Update: ZTE Talking With U.S. in Bid to Avoid Sanctions
* ZTE said in a filing to the Hong Kong Stock Exchange that it ‘is making active communications with relevant parties and seeking a solution’
*An analyst note argues that the U.S. may be open to reaching a new settlement, as ZTE’s plea agreement violation was ‘minor’
Telecom equipment-maker ZTE Corp. said it is talking with the U.S. authorities in an effort to avoid sanctions that potentially threaten the company's existence, as one analyst forecast such talks could yield a compromise plan.

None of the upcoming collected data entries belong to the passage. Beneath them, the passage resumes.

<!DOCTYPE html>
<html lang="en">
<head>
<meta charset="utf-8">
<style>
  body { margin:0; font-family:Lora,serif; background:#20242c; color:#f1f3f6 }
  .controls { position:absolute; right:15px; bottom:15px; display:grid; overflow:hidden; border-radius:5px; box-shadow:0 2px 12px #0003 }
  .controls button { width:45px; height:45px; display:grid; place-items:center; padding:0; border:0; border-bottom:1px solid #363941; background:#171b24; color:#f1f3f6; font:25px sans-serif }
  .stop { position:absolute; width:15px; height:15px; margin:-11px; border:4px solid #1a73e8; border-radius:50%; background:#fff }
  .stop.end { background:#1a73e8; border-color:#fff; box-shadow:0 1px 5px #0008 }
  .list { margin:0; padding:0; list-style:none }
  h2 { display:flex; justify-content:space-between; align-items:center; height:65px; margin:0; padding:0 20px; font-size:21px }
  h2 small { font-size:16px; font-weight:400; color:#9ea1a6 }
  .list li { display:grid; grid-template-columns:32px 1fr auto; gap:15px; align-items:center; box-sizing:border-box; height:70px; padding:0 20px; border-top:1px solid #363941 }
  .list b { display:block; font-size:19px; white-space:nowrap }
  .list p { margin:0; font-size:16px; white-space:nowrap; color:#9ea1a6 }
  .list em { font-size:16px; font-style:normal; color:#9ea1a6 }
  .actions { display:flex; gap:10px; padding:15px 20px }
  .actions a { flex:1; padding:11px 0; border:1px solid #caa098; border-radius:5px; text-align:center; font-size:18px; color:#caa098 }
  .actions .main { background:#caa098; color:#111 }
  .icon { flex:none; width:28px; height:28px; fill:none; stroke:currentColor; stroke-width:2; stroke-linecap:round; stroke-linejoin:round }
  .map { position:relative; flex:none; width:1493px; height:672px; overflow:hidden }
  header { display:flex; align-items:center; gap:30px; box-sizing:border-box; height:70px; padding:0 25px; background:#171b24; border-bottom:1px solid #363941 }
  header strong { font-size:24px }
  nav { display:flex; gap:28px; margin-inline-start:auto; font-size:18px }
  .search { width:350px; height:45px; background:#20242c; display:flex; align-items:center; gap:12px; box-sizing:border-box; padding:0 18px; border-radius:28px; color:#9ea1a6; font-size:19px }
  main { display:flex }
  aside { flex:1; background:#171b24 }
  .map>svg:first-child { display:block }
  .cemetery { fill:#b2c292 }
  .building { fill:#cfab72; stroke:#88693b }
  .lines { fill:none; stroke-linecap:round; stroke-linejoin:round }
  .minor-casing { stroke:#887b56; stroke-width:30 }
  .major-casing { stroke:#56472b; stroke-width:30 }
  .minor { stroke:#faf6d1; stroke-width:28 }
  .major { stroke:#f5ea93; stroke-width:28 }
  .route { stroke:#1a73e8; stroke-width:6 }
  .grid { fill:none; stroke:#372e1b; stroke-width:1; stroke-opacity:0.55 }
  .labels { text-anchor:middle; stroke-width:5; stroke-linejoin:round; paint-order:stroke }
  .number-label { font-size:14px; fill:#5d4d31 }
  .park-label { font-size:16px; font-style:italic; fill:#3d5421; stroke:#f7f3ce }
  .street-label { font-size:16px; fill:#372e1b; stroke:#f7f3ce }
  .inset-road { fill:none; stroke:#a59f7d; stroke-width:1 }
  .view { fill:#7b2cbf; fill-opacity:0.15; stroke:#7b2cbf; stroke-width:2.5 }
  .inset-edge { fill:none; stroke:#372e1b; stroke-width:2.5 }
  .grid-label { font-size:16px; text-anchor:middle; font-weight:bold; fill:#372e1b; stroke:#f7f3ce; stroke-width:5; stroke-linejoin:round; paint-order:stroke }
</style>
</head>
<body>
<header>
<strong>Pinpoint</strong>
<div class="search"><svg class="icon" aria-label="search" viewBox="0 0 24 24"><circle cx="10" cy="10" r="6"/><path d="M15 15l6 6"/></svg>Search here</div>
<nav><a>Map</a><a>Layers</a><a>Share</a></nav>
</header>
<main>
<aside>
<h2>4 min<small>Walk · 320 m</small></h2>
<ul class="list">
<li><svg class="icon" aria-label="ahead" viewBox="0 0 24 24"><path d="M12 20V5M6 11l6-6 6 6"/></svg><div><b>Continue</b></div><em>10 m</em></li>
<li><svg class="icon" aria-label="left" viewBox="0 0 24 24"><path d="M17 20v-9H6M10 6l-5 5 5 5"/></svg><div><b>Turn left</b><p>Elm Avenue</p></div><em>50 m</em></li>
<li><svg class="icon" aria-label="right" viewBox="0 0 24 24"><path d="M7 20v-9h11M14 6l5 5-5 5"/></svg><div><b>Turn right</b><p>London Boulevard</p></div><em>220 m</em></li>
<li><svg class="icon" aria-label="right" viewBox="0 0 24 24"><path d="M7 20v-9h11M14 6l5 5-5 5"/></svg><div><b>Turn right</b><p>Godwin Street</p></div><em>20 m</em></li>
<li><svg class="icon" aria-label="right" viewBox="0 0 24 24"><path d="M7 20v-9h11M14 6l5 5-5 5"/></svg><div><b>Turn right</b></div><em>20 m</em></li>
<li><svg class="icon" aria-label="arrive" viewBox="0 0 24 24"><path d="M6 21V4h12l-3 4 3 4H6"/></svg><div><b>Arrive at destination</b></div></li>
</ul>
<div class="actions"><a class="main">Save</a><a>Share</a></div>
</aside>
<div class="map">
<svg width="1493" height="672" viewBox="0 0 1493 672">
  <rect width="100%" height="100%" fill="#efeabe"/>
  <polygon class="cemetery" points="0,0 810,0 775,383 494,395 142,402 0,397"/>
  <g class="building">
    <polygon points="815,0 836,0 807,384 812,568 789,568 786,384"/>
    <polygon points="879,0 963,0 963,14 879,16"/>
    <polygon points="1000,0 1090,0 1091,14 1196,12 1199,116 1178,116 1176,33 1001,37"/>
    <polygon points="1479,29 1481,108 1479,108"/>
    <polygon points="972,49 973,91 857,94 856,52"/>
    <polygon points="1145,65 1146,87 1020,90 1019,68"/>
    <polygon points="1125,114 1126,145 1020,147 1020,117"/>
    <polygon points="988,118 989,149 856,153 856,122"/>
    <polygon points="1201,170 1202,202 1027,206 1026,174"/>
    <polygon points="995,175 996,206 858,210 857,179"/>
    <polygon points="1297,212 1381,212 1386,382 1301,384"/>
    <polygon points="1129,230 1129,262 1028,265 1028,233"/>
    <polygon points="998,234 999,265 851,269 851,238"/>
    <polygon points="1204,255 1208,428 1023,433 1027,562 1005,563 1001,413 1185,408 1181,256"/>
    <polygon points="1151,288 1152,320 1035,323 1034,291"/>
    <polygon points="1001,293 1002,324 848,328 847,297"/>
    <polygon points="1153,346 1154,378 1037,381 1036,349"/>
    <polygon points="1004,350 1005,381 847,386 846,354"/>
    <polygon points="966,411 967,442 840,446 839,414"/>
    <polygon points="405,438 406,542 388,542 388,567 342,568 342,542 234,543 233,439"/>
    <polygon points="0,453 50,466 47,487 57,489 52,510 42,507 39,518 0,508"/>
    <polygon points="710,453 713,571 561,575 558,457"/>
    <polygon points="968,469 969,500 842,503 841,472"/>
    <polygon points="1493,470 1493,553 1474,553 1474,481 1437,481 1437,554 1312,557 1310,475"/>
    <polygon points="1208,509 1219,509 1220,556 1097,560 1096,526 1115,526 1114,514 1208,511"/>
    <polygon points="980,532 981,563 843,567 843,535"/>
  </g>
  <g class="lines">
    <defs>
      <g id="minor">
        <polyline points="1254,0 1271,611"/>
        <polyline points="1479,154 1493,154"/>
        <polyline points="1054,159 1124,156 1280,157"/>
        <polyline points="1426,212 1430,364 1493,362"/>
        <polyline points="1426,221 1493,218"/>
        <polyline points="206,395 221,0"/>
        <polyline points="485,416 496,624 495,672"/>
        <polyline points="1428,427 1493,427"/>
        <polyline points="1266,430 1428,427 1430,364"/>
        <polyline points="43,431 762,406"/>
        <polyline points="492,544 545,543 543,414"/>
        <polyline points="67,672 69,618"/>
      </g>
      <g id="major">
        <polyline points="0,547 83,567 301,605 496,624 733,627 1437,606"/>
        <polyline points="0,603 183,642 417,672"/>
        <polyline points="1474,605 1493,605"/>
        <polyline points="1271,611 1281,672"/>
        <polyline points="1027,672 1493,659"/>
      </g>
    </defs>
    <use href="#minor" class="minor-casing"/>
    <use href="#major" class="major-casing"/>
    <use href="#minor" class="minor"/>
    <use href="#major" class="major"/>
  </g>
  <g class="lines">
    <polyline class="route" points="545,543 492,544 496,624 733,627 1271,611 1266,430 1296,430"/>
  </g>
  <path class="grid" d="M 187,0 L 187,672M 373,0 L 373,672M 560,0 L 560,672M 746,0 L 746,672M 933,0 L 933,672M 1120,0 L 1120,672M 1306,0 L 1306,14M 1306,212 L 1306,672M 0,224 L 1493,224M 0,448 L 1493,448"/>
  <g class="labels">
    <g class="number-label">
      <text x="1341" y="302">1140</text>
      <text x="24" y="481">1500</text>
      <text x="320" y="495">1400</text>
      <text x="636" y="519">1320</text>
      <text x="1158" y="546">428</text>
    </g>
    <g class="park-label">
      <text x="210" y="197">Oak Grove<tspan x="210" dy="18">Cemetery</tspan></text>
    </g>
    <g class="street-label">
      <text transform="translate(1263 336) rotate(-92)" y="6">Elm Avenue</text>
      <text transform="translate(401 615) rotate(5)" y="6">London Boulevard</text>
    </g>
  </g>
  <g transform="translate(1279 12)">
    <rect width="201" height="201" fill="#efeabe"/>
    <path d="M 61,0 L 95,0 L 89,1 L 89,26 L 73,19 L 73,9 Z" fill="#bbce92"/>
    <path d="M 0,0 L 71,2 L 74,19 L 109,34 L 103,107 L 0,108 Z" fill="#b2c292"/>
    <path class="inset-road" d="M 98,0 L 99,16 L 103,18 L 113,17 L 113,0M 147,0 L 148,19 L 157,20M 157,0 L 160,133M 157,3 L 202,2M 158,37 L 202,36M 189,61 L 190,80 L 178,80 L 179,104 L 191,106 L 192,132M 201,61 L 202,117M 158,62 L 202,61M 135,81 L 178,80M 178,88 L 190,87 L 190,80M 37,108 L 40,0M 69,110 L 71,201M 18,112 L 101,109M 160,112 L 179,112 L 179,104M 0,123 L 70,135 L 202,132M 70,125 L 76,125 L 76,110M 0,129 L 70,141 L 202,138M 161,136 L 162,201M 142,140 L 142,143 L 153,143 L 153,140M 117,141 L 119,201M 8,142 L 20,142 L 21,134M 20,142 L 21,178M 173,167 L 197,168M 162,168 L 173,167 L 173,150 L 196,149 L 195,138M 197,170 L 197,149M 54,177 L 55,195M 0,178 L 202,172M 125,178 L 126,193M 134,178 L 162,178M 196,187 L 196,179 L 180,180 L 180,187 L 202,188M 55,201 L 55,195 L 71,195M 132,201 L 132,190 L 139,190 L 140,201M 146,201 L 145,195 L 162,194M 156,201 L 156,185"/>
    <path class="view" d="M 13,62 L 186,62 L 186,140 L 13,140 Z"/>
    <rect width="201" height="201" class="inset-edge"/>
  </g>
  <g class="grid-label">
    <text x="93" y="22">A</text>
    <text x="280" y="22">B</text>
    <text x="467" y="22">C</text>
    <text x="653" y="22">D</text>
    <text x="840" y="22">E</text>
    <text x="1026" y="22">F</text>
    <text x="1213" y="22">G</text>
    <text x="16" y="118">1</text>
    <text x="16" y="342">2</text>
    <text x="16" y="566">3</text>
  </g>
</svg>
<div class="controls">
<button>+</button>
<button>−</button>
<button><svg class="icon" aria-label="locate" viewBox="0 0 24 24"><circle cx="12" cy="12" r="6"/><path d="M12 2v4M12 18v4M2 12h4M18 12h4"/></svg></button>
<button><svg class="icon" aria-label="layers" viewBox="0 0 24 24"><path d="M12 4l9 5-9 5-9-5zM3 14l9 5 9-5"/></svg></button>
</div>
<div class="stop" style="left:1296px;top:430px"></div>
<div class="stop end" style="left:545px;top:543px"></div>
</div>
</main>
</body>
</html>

The case saw the U.S. last week bar ZTE from buying American-made components for seven years for previously reselling such parts to Iran in violation of earlier U.S. sanctions. ZTE has argued the ban ignores many efforts it has made to adhere to an earlier settlement in the matter.
In a stock exchange filing dated on Sunday, ZTE said it places “significant importance to the work on export control compliance” as part of its core strategy. It added that it understands the U.S. government’s actions and is taking steps to comply, but added the door remains open to a new agreement that could help it avoid the sanctions.
“The company is making active communications with relevant parties and seeking a solution,” it said in the statement to the Hong Kong Stock Exchange, where its shares have been suspended since the original conflict began last week. Over the weekend, foreign media had reported the U.S. Department of Commerce, which has been overseeing the probe, had granted ZTE’s request to submit more evidence in the case.
The case dates back at least six years to when the U.S. first opened a probe into whether ZTE had sold American-made high-tech components to Iran in violation of sanctions at that time aimed at pressuring the country to scale back its nuclear program. Washington later ruled that ZTE had violated restrictions and was set to implement the seven-year ban. It suspended the action after reaching a settlement with the company last year that included a fine of nearly $1 billion.
But the Commerce Department later determined that ZTE had violated some terms of the settlement by not punishing employees involved in the illegal sales, and was set to reimpose the ban. ZTE argued it had been working hard to honor its obligations, and called the U.S. action unfair and potentially a threat to its corporate life.
While company-specific and largely unrelated to trade issues, the case has attracted international attention due to recent trade frictions between the U.S. and China. It has led to a groundswell of discussion in China, prompting state media to accuse the U.S. of trying to stifle China’s development, while also calling on the country to become more dependent in areas like high-tech semiconductor microchips, which are now mostly imported.
The latest signals could indicate the U.S. may be willing to reach a new settlement in the matter, said Edison Lee, an analyst at research house Jefferies. He pointed out that ZTE’s failure to discipline 35 employees, which lies at the heart of the Commerce Department’s latest decision, was not listed as a condition in any of the punishment-detailing documents he reviewed on the matter.
“Strictly speaking, the Department of Commerce would argue that ZTE failed to file 100% truthful statements, which is still a violation of the plea agreement,” Lee wrote in a note. “However, this seems to be a ‘minor’ violation, even if it is a true violation (it seems legally debatable whether disciplining the 35 employees is part of the settlement agreement), because the key spirit of the settlement is that ZTE does not violate the U.S. export control law again and puts in place internal controls to achieve that. We believe ZTE has not violated the key ‘spirit’ of the settlement agreement.”